A committal where there is an absence of evidence on an essential element of the charge is a jurisdictional error.[1]
An error in an evidentiary ruling on an element of the offence is not a jurisdictional error that is reviewable.[2]
- ↑ R c Skogman, 1984 CanLII 22 (SCC), [1984] 2 SCR 93, (1984) 13 CCC (3d) 161, au p. 170-171
- ↑
R c Beaven, 2012 SKCA 59 (CanLII), 290 CCC (3d) 312 ("erroneous evidentiary ruling under which the only evidence on an essential ingredient of an offence is admitted is not a jurisdictional error")
R c LeBlanc, 2009 NBCA 84 (CanLII), 250 CCC (3d) 29
Consent to Committal
At any time before the conclusion of the preliminary inquiry the accused may consent to committal.
- Order to stand trial at any stage of inquiry with consent
549 (1) Notwithstanding any other provision of this Act, the justice may, at any stage of a preliminary inquiry, with the consent of the accused and the prosecutor, order the accused to stand trial in the court having criminal jurisdiction, without taking or recording any evidence or further evidence.
- Limited preliminary inquiry
(1.1) If the prosecutor and the accused agree under section 536.5 [accord visant à limiter la portée de l'enquête préliminaire] to limit the scope of a preliminary inquiry to specific issues, the justice, without taking or recording evidence on any other issues, may order the accused to stand trial in the court having criminal jurisdiction.
- Procedure
(2) If an accused is ordered to stand trial under this section, the justice shall endorse on the information a statement of the consent of the accused and the prosecutor, and the accused shall after that be dealt with in all respects as if ordered to stand trial under section 548.
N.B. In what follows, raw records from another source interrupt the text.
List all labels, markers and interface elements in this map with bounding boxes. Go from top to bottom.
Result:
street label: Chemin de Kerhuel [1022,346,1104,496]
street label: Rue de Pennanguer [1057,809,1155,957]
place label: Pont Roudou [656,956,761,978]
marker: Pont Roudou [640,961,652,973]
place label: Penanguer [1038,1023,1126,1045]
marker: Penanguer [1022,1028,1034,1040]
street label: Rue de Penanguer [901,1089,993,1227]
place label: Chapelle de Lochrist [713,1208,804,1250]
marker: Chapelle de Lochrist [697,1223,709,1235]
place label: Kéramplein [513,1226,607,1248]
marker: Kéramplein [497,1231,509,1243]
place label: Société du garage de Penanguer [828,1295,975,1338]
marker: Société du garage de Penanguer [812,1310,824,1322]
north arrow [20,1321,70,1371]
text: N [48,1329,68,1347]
R.S., 1985, c. C-46, s. 549; R.S., 1985, c. 27 (1st Supp.), s. 101; 2002, c. 13, s. 30; 2019, c. 25, s. 247.
Ordering Committal
When the preliminary inquiry judge makes an order of committal he must transfer the record of the matter (the information, evidence, exhibits and statements made under s. 541, release documents, etc) to the superior court. That is stated in s. 551:
- Transmission of record by justice
551 If a justice orders an accused to stand trial, the justice shall immediately send to the clerk or other proper officer of the court by which the accused is to be tried, any information, evidence, exhibits, or statement of the accused taken down in writing in accordance with section 541 [audition des témoins et de l'accusé], any appearance notice, undertaking or release order given by or issued to the accused and any evidence taken before a coroner that is in the possession of the justice.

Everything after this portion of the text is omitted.